Let G be a locally compact group. The space \(B_ 2(G)\) of Herz-Schur multipliers is the set of functions \(\phi\) defined on G such that the function \(M_{\phi}(x,y)=\phi (x^{-1}y)\) is a pointwise multiplier of the projective tensor product \(L^ 2(G)\otimes L^ 2(G)\). The map \(u\otimes v\to v\cdot u^ v\) embeds \(B_ 2(G)\) into the space of multipliers of the Fourier algebra \(A(G)=L^ 2(G)\cdot L^ 2(G).\)
On the other hand, the multiplier \(M_{\phi}\) of A(G) gives rise, by duality, to a multiplier \(M_{\phi}\) of the von Neumann algebra VN(G). Let \(M_ n\) be the space of \(n\times n\) matrices, and lift \(M_{\phi}\) to a map \(\psi_ n\) defined on \(VN(G)\times M_ n\) by \(\psi_ n(T\times A)=({\mathfrak M}_{\phi}T)\times A.\) Then \(\phi\) is called a completely bounded multiplier of A(G), if \(\sup_{n>0}\| \psi \|_ n<\infty\). The space of completely bounded multipliers, denoted by \(M_ 0A(G)\), was recently introduced and studied by J. de Cannière and U. Haagerup.
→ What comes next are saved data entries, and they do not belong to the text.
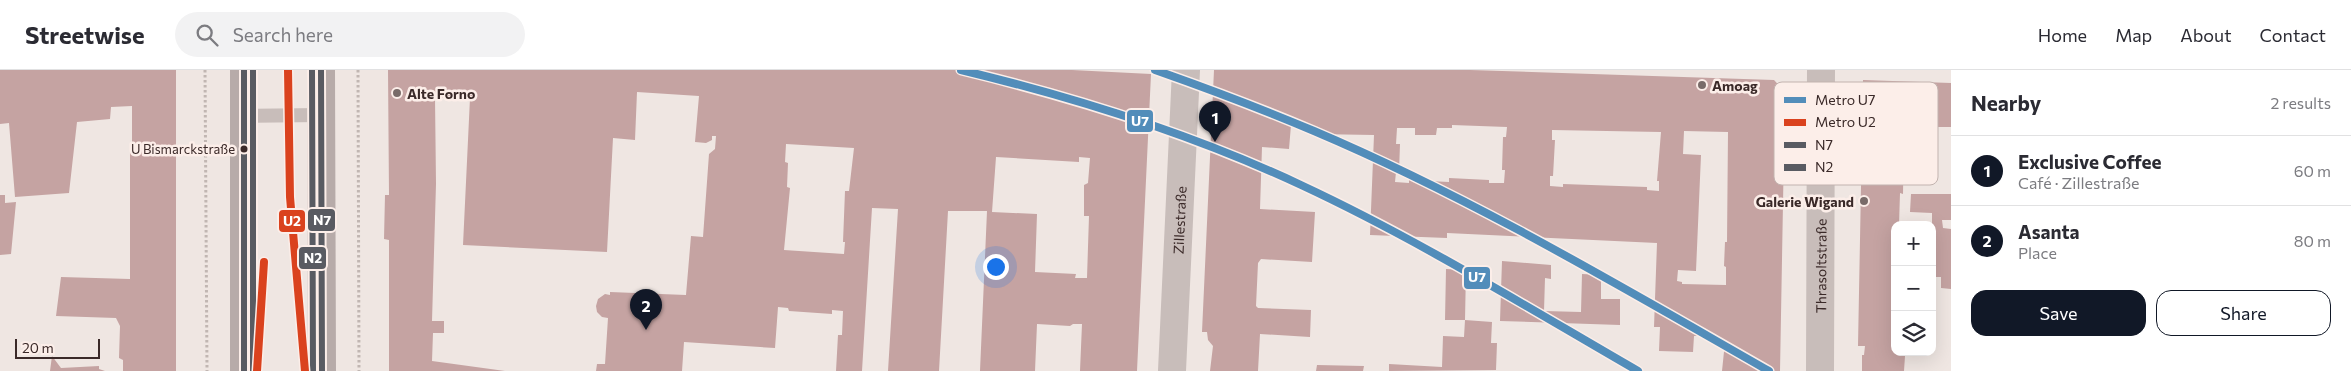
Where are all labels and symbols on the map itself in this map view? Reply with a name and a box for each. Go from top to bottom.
place label: Amoag [1712,77,1758,94]
marker: Amoag [1696,79,1708,91]
legend [1774,82,1938,185]
place label: Alte Forno [407,85,475,102]
marker: Alte Forno [391,87,403,99]
text: Metro U7 [1815,91,1875,108]
pin: 1 [1199,101,1231,142]
line badge: U7 [1126,109,1154,133]
text: U7 [1131,112,1149,129]
text: Metro U2 [1815,113,1876,130]
text: N7 [1815,136,1833,153]
place label: U Bismarckstraße [131,141,235,157]
marker: U Bismarckstraße [239,144,249,154]
text: N2 [1815,158,1834,175]
street label: Zillestraße [1169,186,1189,255]
place label: Galerie Wigand [1756,193,1854,210]
marker: Galerie Wigand [1858,195,1870,207]
line badge: N7 [307,208,336,232]
line badge: U2 [278,209,306,233]
text: N7 [313,211,331,228]
text: U2 [283,212,301,229]
street label: Thrasoltstraße [1812,219,1829,313]
line badge: N2 [298,246,327,270]
text: N2 [304,249,322,266]
your location [983,254,1009,280]
line badge: U7 [1463,266,1491,290]
text: U7 [1468,268,1486,285]
pin: 2 [630,289,662,330]
scale bar [15,336,100,359]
This paper shows that \(B_ 2(G)\) is isometrically isomorphic with \(M_ 0A(G)\). The proof of the inclusion \(B_ 2(G)\hookrightarrow M_ 0A(G)\) makes use of results of J. de Cannière and U. Haagerup and the following characterization of \(B_ 2(G)\), due to J. Gilbert: \(\phi \in B_ 2(G)\) if and only if there exist a Hilbert space H and two bounded operators \(P:L^ 1(G)\to H\), \(Q:L^ 1(G)\to H^*\) such that \(\int_{G}\int_{G}\phi (yx^{-1})f(x)(y)dx\quad dy=<P(f),\quad Q(g)>\), \(\forall f,g\in L^ 1\), and \(\| \phi \|_{B_ 2}=\inf \{ \| P\|,\| Q\| \}\), where the infimum is taken over all possible representations of this type.
Reviewer: M.Picardello

MSC:

43A22 Homomorphisms and multipliers of function spaces on groups, semigroups, etc.
43A35 Positive definite functions on groups, semigroups, etc.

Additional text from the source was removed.